WHAT TO PRODUCE
Could every line of the data be printed exactly as it reads?

TASK INPUTS
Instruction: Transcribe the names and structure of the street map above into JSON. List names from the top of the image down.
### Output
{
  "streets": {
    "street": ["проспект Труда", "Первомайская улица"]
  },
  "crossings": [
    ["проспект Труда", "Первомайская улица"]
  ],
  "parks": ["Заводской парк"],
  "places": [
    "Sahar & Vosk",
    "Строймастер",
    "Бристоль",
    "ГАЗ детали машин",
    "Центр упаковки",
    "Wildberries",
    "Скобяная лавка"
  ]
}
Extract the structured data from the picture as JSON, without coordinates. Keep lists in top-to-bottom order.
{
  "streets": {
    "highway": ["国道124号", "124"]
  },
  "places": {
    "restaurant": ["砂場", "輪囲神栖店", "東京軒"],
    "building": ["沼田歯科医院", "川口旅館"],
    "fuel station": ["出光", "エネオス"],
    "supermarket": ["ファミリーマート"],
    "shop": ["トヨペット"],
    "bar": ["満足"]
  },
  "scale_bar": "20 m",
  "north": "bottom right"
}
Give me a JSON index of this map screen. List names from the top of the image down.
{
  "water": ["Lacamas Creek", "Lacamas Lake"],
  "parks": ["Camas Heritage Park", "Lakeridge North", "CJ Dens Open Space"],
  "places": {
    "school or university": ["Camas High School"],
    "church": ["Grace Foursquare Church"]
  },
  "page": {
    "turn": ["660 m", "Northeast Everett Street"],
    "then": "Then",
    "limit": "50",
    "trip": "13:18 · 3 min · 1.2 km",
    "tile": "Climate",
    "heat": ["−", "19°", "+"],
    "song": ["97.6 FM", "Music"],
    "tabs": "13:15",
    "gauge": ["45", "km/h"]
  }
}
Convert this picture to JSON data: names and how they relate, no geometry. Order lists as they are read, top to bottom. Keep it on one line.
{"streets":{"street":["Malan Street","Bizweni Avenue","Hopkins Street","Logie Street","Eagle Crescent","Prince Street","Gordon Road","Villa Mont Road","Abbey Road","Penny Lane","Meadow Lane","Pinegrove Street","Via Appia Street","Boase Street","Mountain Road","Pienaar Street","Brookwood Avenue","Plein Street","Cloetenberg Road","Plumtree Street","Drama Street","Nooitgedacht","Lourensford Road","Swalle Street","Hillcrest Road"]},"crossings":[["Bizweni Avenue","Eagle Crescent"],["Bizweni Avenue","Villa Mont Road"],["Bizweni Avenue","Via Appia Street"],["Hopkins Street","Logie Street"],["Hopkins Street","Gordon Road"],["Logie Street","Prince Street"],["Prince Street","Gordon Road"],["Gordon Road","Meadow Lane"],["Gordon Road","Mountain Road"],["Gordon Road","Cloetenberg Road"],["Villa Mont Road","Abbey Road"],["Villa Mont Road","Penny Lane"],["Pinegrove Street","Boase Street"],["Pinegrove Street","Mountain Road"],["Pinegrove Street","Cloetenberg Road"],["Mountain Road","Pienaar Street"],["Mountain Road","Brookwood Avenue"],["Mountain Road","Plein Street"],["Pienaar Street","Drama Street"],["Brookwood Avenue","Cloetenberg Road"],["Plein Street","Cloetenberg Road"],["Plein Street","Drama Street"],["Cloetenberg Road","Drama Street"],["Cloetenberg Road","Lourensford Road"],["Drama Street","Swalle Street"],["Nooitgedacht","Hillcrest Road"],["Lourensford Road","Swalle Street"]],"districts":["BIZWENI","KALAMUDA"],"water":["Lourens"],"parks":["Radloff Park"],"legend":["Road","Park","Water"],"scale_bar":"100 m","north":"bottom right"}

TASK RESULT
Instruction: Transcribe the names and structure of the street map above into JSON. List names from the top of the image down.
### Output
{
  "streets": {
    "street": ["проспект Труда", "Первомайская улица"]
  },
  "crossings": [
    ["проспект Труда", "Первомайская улица"]
  ],
  "parks": ["Заводской парк"],
  "places": [
    "Sahar & Vosk",
    "Строймастер",
    "Бристоль",
    "ГАЗ детали машин",
    "Центр упаковки",
    "Wildberries",
    "Скобяная лавка"
  ]
}
Extract the structured data from the picture as JSON, without coordinates. Keep lists in top-to-bottom order.
{
  "streets": {
    "highway": ["国道124号", "124"]
  },
  "places": {
    "restaurant": ["砂場", "輪囲神栖店", "東京軒"],
    "building": ["沼田歯科医院", "川口旅館"],
    "fuel station": ["出光", "エネオス"],
    "supermarket": ["ファミリーマート"],
    "shop": ["トヨペット"],
    "bar": ["満足"]
  },
  "scale_bar": "20 m",
  "north": "bottom right"
}
Give me a JSON index of this map screen. List names from the top of the image down.
{
  "water": ["Lacamas Creek", "Lacamas Lake"],
  "parks": ["Camas Heritage Park", "Lakeridge North", "CJ Dens Open Space"],
  "places": {
    "school or university": ["Camas High School"],
    "church": ["Grace Foursquare Church"]
  },
  "page": {
    "turn": ["660 m", "Northeast Everett Street"],
    "then": "Then",
    "limit": "50",
    "trip": "13:18 · 3 min · 1.2 km",
    "tile": "Climate",
    "heat": ["−", "19°", "+"],
    "song": ["97.6 FM", "Music"],
    "tabs": "13:15",
    "gauge": ["45", "km/h"]
  }
}
Convert this picture to JSON data: names and how they relate, no geometry. Order lists as they are read, top to bottom. Keep it on one line.
{"streets":{"street":["Malan Street","Bizweni Avenue","Hopkins Street","Logie Street","Eagle Crescent","Prince Street","Gordon Road","Villa Mont Road","Abbey Road","Penny Lane","Meadow Lane","Pinegrove Street","Via Appia Street","Boase Street","Mountain Road","Pienaar Street","Brookwood Avenue","Plein Street","Cloetenberg Road","Plumtree Street","Drama Street","Nooitgedacht","Lourensford Road","Swalle Street","Hillcrest Road"]},"crossings":[["Bizweni Avenue","Eagle Crescent"],["Bizweni Avenue","Villa Mont Road"],["Bizweni Avenue","Via Appia Street"],["Hopkins Street","Logie Street"],["Hopkins Street","Gordon Road"],["Logie Street","Prince Street"],["Prince Street","Gordon Road"],["Gordon Road","Meadow Lane"],["Gordon Road","Mountain Road"],["Gordon Road","Cloetenberg Road"],["Villa Mont Road","Abbey Road"],["Villa Mont Road","Penny Lane"],["Pinegrove Street","Boase Street"],["Pinegrove Street","Mountain Road"],["Pinegrove Street","Cloetenberg Road"],["Mountain Road","Pienaar Street"],["Mountain Road","Brookwood Avenue"],["Mountain Road","Plein Street"],["Pienaar Street","Drama Street"],["Brookwood Avenue","Cloetenberg Road"],["Plein Street","Cloetenberg Road"],["Plein Street","Drama Street"],["Cloetenberg Road","Drama Street"],["Cloetenberg Road","Lourensford Road"],["Drama Street","Swalle Street"],["Nooitgedacht","Hillcrest Road"],["Lourensford Road","Swalle Street"]],"districts":["BIZWENI","KALAMUDA"],"water":["Lourens"],"parks":["Radloff Park"],"legend":["Road","Park","Water"],"scale_bar":"100 m","north":"bottom right"}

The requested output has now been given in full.